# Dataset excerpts
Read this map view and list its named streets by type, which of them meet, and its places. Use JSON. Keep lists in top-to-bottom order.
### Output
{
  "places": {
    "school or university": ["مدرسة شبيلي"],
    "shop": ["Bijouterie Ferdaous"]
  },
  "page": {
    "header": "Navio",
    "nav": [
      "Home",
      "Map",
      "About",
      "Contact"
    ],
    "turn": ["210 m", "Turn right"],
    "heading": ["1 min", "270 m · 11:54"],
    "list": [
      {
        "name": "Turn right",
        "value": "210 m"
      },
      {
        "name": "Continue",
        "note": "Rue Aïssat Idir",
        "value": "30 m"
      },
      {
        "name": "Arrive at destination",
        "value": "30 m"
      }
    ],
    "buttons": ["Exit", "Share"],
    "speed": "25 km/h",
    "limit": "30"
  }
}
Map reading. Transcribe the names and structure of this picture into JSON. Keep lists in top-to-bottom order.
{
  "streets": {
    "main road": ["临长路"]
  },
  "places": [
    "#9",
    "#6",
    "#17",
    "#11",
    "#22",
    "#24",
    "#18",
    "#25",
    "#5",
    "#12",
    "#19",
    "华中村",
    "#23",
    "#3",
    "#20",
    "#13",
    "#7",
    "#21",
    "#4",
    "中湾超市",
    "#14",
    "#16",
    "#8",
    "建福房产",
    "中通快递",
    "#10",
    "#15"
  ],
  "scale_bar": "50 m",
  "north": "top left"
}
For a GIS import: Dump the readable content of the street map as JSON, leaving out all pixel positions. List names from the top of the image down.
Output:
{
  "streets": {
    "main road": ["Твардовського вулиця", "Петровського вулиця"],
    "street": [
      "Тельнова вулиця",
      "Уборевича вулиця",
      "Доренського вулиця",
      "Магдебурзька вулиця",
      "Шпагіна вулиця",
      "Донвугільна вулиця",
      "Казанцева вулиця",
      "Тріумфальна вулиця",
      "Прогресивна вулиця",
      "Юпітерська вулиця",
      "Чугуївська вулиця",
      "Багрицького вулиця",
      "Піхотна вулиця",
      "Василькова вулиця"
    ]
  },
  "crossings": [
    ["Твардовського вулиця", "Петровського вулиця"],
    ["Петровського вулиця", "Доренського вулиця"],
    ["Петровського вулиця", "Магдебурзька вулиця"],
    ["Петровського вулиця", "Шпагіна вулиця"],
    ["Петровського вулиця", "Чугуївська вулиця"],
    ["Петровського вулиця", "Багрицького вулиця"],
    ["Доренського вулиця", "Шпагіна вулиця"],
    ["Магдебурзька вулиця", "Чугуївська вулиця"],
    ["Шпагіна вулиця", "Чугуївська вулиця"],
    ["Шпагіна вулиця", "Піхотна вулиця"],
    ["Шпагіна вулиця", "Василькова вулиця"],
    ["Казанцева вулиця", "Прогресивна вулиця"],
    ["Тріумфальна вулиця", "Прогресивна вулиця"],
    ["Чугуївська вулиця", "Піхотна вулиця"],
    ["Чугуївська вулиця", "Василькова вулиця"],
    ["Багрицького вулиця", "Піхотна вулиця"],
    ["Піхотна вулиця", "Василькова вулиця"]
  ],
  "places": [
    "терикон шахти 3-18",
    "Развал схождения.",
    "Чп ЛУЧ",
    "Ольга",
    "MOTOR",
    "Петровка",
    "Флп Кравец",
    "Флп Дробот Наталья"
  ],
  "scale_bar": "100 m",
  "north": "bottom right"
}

# REQUIREMENT
All of the records above must be reproduced exactly.

# WRITTEN REPLY
Read this map view and list its named streets by type, which of them meet, and its places. Use JSON. Keep lists in top-to-bottom order.
### Output
{
  "places": {
    "school or university": ["مدرسة شبيلي"],
    "shop": ["Bijouterie Ferdaous"]
  },
  "page": {
    "header": "Navio",
    "nav": [
      "Home",
      "Map",
      "About",
      "Contact"
    ],
    "turn": ["210 m", "Turn right"],
    "heading": ["1 min", "270 m · 11:54"],
    "list": [
      {
        "name": "Turn right",
        "value": "210 m"
      },
      {
        "name": "Continue",
        "note": "Rue Aïssat Idir",
        "value": "30 m"
      },
      {
        "name": "Arrive at destination",
        "value": "30 m"
      }
    ],
    "buttons": ["Exit", "Share"],
    "speed": "25 km/h",
    "limit": "30"
  }
}
Map reading. Transcribe the names and structure of this picture into JSON. Keep lists in top-to-bottom order.
{
  "streets": {
    "main road": ["临长路"]
  },
  "places": [
    "#9",
    "#6",
    "#17",
    "#11",
    "#22",
    "#24",
    "#18",
    "#25",
    "#5",
    "#12",
    "#19",
    "华中村",
    "#23",
    "#3",
    "#20",
    "#13",
    "#7",
    "#21",
    "#4",
    "中湾超市",
    "#14",
    "#16",
    "#8",
    "建福房产",
    "中通快递",
    "#10",
    "#15"
  ],
  "scale_bar": "50 m",
  "north": "top left"
}
For a GIS import: Dump the readable content of the street map as JSON, leaving out all pixel positions. List names from the top of the image down.
Output:
{
  "streets": {
    "main road": ["Твардовського вулиця", "Петровського вулиця"],
    "street": [
      "Тельнова вулиця",
      "Уборевича вулиця",
      "Доренського вулиця",
      "Магдебурзька вулиця",
      "Шпагіна вулиця",
      "Донвугільна вулиця",
      "Казанцева вулиця",
      "Тріумфальна вулиця",
      "Прогресивна вулиця",
      "Юпітерська вулиця",
      "Чугуївська вулиця",
      "Багрицького вулиця",
      "Піхотна вулиця",
      "Василькова вулиця"
    ]
  },
  "crossings": [
    ["Твардовського вулиця", "Петровського вулиця"],
    ["Петровського вулиця", "Доренського вулиця"],
    ["Петровського вулиця", "Магдебурзька вулиця"],
    ["Петровського вулиця", "Шпагіна вулиця"],
    ["Петровського вулиця", "Чугуївська вулиця"],
    ["Петровського вулиця", "Багрицького вулиця"],
    ["Доренського вулиця", "Шпагіна вулиця"],
    ["Магдебурзька вулиця", "Чугуївська вулиця"],
    ["Шпагіна вулиця", "Чугуївська вулиця"],
    ["Шпагіна вулиця", "Піхотна вулиця"],
    ["Шпагіна вулиця", "Василькова вулиця"],
    ["Казанцева вулиця", "Прогресивна вулиця"],
    ["Тріумфальна вулиця", "Прогресивна вулиця"],
    ["Чугуївська вулиця", "Піхотна вулиця"],
    ["Чугуївська вулиця", "Василькова вулиця"],
    ["Багрицького вулиця", "Піхотна вулиця"],
    ["Піхотна вулиця", "Василькова вулиця"]
  ],
  "places": [
    "терикон шахти 3-18",
    "Развал схождения.",
    "Чп ЛУЧ",
    "Ольга",
    "MOTOR",
    "Петровка",
    "Флп Кравец",
    "Флп Дробот Наталья"
  ],
  "scale_bar": "100 m",
  "north": "bottom right"
}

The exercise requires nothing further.